[Problem to work on]:
Filter out every line below that lacks "white", and copy the rest.

[Provided data]:
------------------------------------

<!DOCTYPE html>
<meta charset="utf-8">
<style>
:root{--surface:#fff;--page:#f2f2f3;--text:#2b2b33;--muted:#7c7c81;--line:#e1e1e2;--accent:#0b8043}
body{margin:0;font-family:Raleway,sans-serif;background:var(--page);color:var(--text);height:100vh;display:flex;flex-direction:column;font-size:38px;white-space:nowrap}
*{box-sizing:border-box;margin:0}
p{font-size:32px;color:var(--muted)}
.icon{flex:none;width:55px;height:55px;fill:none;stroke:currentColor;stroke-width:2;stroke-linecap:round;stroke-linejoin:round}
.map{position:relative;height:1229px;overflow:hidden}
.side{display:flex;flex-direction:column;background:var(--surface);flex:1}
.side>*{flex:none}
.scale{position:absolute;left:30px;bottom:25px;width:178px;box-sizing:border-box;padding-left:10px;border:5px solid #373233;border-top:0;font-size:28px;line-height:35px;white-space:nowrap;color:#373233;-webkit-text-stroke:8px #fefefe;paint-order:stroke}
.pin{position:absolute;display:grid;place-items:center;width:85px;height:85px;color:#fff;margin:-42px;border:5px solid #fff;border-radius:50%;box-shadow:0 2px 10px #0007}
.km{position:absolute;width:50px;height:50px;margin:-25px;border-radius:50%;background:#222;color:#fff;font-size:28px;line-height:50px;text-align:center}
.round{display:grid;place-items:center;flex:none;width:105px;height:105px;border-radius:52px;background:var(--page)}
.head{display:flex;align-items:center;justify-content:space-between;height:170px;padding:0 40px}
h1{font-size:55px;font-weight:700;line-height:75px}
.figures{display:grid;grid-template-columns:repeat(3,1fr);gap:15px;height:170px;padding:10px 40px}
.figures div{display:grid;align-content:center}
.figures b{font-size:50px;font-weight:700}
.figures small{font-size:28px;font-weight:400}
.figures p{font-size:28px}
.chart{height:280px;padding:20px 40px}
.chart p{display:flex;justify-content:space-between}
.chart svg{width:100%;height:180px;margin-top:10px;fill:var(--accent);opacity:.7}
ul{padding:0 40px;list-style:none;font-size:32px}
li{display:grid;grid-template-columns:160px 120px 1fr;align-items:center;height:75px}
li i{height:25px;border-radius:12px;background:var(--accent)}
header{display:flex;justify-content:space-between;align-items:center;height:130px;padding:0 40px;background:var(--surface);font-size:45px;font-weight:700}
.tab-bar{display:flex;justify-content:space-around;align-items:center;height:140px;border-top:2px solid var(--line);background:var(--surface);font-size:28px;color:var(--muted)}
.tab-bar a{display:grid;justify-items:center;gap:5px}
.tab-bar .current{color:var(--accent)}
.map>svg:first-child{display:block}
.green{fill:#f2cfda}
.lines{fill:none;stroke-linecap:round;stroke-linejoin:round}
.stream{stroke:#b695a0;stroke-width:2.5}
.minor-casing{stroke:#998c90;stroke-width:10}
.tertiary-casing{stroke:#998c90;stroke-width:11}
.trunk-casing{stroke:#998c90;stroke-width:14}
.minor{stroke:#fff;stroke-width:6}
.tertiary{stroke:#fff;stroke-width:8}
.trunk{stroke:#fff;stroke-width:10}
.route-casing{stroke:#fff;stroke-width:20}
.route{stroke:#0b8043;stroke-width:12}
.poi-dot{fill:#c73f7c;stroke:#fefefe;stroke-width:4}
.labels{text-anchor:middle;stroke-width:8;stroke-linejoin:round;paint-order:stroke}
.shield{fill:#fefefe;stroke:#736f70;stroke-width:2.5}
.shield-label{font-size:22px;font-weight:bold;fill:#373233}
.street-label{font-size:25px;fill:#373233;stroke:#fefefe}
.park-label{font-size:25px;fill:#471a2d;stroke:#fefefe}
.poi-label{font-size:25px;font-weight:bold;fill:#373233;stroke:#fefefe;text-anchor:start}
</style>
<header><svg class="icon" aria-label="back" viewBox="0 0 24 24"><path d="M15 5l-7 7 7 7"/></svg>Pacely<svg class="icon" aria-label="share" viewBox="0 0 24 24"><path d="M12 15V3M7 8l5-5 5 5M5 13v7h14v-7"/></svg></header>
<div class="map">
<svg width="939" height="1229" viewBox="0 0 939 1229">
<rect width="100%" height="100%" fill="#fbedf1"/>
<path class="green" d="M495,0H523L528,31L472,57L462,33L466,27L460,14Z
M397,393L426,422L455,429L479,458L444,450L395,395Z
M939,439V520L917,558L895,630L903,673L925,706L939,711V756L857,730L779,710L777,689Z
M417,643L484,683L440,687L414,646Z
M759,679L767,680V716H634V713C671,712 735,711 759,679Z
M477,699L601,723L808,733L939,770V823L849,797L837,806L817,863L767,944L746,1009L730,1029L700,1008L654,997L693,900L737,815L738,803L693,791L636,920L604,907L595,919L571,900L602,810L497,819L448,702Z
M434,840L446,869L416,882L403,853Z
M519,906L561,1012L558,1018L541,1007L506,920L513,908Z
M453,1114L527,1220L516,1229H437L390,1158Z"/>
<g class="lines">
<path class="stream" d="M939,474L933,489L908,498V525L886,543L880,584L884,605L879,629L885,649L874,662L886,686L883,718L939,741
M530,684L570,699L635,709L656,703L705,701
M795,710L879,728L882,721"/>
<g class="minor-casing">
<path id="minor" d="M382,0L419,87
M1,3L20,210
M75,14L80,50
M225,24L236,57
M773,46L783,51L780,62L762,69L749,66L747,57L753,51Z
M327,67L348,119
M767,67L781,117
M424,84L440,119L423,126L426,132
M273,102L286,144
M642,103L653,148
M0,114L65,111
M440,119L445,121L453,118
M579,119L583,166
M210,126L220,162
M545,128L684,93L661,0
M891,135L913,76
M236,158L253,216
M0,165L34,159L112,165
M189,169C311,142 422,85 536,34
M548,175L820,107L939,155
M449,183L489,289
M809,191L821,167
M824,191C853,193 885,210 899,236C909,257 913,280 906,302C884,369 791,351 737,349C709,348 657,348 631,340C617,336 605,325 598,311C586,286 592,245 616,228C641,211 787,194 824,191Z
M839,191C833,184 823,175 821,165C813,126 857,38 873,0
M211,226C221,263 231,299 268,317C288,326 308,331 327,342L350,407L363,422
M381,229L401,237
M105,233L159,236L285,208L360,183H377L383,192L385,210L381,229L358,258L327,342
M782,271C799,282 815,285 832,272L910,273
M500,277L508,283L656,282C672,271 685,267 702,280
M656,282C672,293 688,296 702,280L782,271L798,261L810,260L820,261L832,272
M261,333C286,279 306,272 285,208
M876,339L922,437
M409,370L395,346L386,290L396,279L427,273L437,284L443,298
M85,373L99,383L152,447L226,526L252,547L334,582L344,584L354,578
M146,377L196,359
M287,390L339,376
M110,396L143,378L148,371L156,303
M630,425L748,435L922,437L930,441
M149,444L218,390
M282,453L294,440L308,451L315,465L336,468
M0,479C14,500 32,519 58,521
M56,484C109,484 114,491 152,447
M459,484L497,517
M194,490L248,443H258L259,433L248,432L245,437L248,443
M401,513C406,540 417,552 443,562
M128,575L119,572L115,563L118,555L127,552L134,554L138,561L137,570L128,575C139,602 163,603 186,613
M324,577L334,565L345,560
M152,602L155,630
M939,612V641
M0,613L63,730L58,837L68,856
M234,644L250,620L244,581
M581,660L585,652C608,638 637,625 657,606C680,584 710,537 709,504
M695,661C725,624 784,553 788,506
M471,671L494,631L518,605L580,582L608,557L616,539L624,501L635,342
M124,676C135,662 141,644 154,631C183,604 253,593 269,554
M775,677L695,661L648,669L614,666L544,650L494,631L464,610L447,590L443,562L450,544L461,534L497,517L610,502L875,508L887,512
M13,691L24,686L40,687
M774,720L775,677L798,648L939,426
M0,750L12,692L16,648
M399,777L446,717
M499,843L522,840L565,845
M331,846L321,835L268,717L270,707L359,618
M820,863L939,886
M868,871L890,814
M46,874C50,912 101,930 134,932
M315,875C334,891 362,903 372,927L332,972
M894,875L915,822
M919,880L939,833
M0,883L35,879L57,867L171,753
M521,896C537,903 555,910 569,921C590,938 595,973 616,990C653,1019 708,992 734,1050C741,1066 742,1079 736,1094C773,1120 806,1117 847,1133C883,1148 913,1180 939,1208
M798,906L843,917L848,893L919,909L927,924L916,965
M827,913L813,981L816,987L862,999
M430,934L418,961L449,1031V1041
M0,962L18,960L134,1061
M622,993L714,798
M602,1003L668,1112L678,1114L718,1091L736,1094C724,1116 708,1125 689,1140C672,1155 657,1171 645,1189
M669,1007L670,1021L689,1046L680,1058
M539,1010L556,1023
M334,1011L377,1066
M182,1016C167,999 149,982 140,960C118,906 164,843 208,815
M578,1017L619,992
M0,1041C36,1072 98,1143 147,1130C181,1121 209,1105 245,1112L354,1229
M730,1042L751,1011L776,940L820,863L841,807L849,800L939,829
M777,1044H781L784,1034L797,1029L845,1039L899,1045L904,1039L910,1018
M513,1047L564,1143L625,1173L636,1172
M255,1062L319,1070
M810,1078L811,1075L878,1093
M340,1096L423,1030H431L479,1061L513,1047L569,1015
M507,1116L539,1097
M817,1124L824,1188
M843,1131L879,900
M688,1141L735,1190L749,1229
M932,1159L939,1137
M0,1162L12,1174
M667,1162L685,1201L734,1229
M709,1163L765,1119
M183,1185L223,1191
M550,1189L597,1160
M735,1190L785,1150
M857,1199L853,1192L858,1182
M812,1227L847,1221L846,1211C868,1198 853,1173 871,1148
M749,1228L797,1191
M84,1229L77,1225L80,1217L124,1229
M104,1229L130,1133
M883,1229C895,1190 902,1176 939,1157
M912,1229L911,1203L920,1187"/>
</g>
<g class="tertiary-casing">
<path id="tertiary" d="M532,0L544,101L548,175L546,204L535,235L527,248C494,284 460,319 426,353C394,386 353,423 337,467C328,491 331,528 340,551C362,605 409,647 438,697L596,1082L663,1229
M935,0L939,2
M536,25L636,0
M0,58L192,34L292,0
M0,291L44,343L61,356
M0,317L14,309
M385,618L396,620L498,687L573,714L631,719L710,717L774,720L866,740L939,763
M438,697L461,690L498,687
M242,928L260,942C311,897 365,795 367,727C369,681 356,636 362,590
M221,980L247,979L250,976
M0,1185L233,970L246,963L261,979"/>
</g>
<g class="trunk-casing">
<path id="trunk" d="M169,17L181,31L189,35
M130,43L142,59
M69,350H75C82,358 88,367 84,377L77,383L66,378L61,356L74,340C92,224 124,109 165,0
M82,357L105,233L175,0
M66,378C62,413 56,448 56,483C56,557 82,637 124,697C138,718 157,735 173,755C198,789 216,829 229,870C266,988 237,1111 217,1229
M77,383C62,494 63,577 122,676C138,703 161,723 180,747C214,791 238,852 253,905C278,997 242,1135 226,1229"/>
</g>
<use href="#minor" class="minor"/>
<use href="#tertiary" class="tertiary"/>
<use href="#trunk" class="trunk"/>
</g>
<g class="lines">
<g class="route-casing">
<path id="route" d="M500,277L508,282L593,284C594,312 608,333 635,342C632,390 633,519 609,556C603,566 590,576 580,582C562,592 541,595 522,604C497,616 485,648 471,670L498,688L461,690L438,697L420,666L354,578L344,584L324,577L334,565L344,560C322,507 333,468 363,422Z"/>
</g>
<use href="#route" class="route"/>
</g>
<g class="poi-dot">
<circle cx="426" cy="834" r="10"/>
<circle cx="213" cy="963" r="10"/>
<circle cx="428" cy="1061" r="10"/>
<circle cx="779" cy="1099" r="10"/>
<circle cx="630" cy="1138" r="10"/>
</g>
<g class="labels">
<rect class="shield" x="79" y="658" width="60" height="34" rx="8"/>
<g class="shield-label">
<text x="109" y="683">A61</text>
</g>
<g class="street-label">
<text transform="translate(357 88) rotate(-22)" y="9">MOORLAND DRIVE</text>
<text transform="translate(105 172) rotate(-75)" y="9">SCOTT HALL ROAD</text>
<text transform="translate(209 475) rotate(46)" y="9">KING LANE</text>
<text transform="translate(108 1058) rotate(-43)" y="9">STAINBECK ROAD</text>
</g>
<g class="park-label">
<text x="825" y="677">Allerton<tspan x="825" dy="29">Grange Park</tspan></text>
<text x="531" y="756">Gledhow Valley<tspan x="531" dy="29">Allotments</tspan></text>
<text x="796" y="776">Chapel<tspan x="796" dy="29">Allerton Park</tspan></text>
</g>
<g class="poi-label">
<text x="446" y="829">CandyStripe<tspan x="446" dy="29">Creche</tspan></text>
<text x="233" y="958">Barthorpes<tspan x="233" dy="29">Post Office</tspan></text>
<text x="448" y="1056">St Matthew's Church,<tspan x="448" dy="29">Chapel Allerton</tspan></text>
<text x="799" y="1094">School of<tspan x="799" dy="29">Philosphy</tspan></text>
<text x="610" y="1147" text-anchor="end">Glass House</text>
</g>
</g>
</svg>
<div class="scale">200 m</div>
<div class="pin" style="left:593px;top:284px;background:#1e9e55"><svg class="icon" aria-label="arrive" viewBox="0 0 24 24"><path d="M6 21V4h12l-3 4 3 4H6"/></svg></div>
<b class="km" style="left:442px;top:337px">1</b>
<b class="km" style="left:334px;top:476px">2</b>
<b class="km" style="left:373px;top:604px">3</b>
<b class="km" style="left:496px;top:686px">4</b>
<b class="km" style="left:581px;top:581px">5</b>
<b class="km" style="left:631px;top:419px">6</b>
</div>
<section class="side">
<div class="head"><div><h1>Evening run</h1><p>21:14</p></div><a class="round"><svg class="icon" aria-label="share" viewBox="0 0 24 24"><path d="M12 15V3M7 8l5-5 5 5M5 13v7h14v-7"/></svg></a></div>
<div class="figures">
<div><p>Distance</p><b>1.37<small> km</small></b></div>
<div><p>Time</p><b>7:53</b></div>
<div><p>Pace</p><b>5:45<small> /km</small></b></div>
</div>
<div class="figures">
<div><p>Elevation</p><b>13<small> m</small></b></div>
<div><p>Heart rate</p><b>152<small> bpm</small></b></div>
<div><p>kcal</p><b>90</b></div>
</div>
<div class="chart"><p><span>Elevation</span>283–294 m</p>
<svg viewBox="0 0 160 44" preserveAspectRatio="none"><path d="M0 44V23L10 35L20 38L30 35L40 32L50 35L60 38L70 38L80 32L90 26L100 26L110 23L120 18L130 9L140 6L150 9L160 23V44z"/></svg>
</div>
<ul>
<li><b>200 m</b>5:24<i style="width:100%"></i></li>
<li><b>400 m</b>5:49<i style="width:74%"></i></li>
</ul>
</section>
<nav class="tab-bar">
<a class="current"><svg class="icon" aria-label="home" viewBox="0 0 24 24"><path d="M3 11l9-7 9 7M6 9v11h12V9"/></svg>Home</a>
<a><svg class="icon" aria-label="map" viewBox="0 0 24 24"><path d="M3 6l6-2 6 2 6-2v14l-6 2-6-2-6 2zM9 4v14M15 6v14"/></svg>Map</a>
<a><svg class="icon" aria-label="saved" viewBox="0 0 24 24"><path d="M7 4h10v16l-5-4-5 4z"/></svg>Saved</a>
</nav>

------------------------------------

[Result for this exercise]:
body{margin:0;font-family:Raleway,sans-serif;background:var(--page);color:var(--text);height:100vh;display:flex;flex-direction:column;font-size:38px;white-space:nowrap}
.scale{position:absolute;left:30px;bottom:25px;width:178px;box-sizing:border-box;padding-left:10px;border:5px solid #373233;border-top:0;font-size:28px;line-height:35px;white-space:nowrap;color:#373233;-webkit-text-stroke:8px #fefefe;paint-order:stroke}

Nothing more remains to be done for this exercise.